**Source data:**
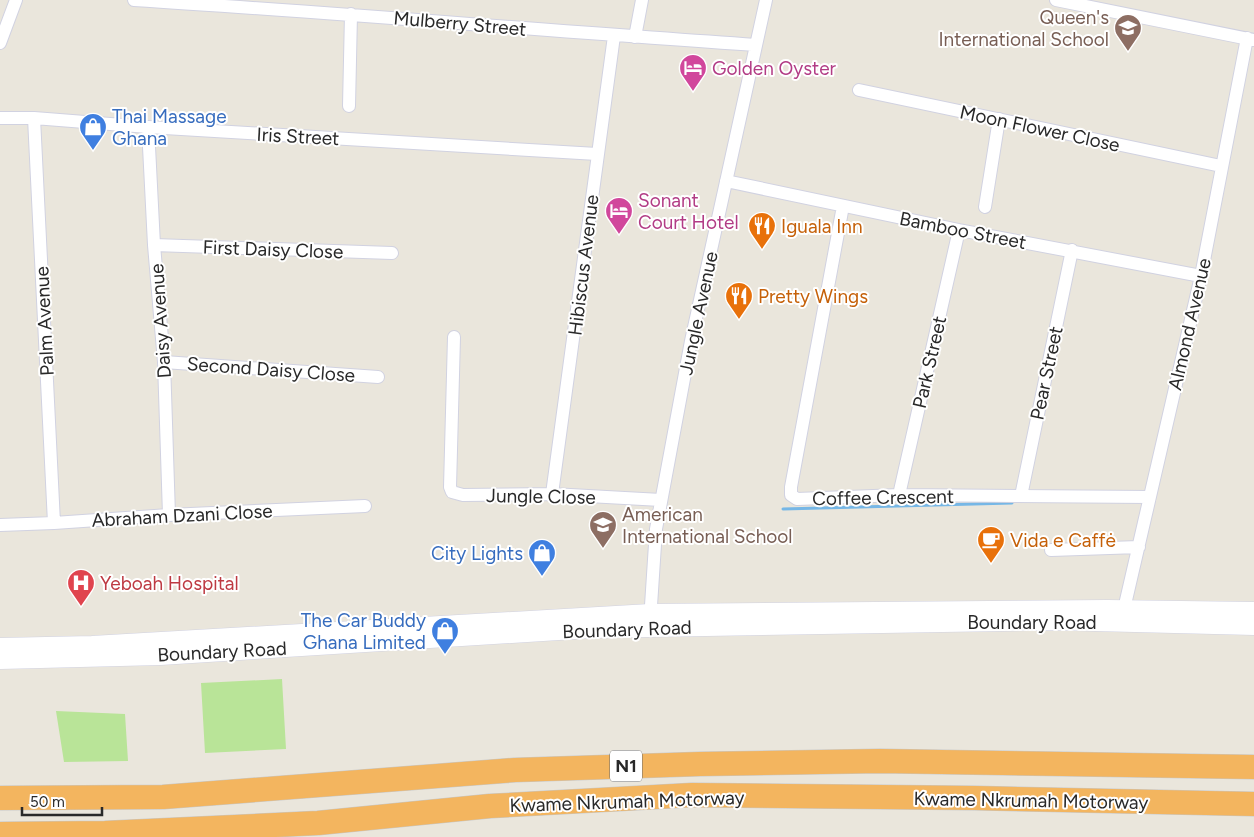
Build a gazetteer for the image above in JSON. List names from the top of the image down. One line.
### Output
{"streets":{"highway":["N1","Kwame Nkrumah Motorway"],"main road":["Boundary Road"],"street":["Mulberry Street","Moon Flower Close","Iris Street","Bamboo Street","First Daisy Close","Hibiscus Avenue","Jungle Avenue","Palm Avenue","Daisy Avenue","Almond Avenue","Park Street","Second Daisy Close","Pear Street","Jungle Close","Coffee Crescent","Abraham Dzani Close"]},"crossings":[["Mulberry Street","Hibiscus Avenue"],["Mulberry Street","Jungle Avenue"],["Moon Flower Close","Almond Avenue"],["Iris Street","Hibiscus Avenue"],["Iris Street","Palm Avenue"],["Iris Street","Daisy Avenue"],["Bamboo Street","Jungle Avenue"],["Bamboo Street","Almond Avenue"],["Bamboo Street","Park Street"],["Bamboo Street","Pear Street"],["Bamboo Street","Coffee Crescent"],["First Daisy Close","Daisy Avenue"],["Hibiscus Avenue","Jungle Close"],["Jungle Avenue","Jungle Close"],["Jungle Avenue","Boundary Road"],["Palm Avenue","Abraham Dzani Close"],["Daisy Avenue","Second Daisy Close"],["Daisy Avenue","Abraham Dzani Close"],["Almond Avenue","Coffee Crescent"],["Almond Avenue","Boundary Road"],["Park Street","Coffee Crescent"],["Pear Street","Coffee Crescent"]],"places":{"school or university":["Queen's International School","American International School"],"hotel":["Golden Oyster","Sonant Court Hotel"],"shop":["Thai Massage Ghana","City Lights","The Car Buddy Ghana Limited"],"restaurant":["Iguala Inn","Pretty Wings"],"cafe":["Vida e Caffė"],"hospital":["Yeboah Hospital"]},"scale_bar":"50 m"}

**Task directions:** With images left out, the data must be transcribed exactly.

**Exercise answer:**
Build a gazetteer for the image above in JSON. List names from the top of the image down. One line.
### Output
{"streets":{"highway":["N1","Kwame Nkrumah Motorway"],"main road":["Boundary Road"],"street":["Mulberry Street","Moon Flower Close","Iris Street","Bamboo Street","First Daisy Close","Hibiscus Avenue","Jungle Avenue","Palm Avenue","Daisy Avenue","Almond Avenue","Park Street","Second Daisy Close","Pear Street","Jungle Close","Coffee Crescent","Abraham Dzani Close"]},"crossings":[["Mulberry Street","Hibiscus Avenue"],["Mulberry Street","Jungle Avenue"],["Moon Flower Close","Almond Avenue"],["Iris Street","Hibiscus Avenue"],["Iris Street","Palm Avenue"],["Iris Street","Daisy Avenue"],["Bamboo Street","Jungle Avenue"],["Bamboo Street","Almond Avenue"],["Bamboo Street","Park Street"],["Bamboo Street","Pear Street"],["Bamboo Street","Coffee Crescent"],["First Daisy Close","Daisy Avenue"],["Hibiscus Avenue","Jungle Close"],["Jungle Avenue","Jungle Close"],["Jungle Avenue","Boundary Road"],["Palm Avenue","Abraham Dzani Close"],["Daisy Avenue","Second Daisy Close"],["Daisy Avenue","Abraham Dzani Close"],["Almond Avenue","Coffee Crescent"],["Almond Avenue","Boundary Road"],["Park Street","Coffee Crescent"],["Pear Street","Coffee Crescent"]],"places":{"school or university":["Queen's International School","American International School"],"hotel":["Golden Oyster","Sonant Court Hotel"],"shop":["Thai Massage Ghana","City Lights","The Car Buddy Ghana Limited"],"restaurant":["Iguala Inn","Pretty Wings"],"cafe":["Vida e Caffė"],"hospital":["Yeboah Hospital"]},"scale_bar":"50 m"}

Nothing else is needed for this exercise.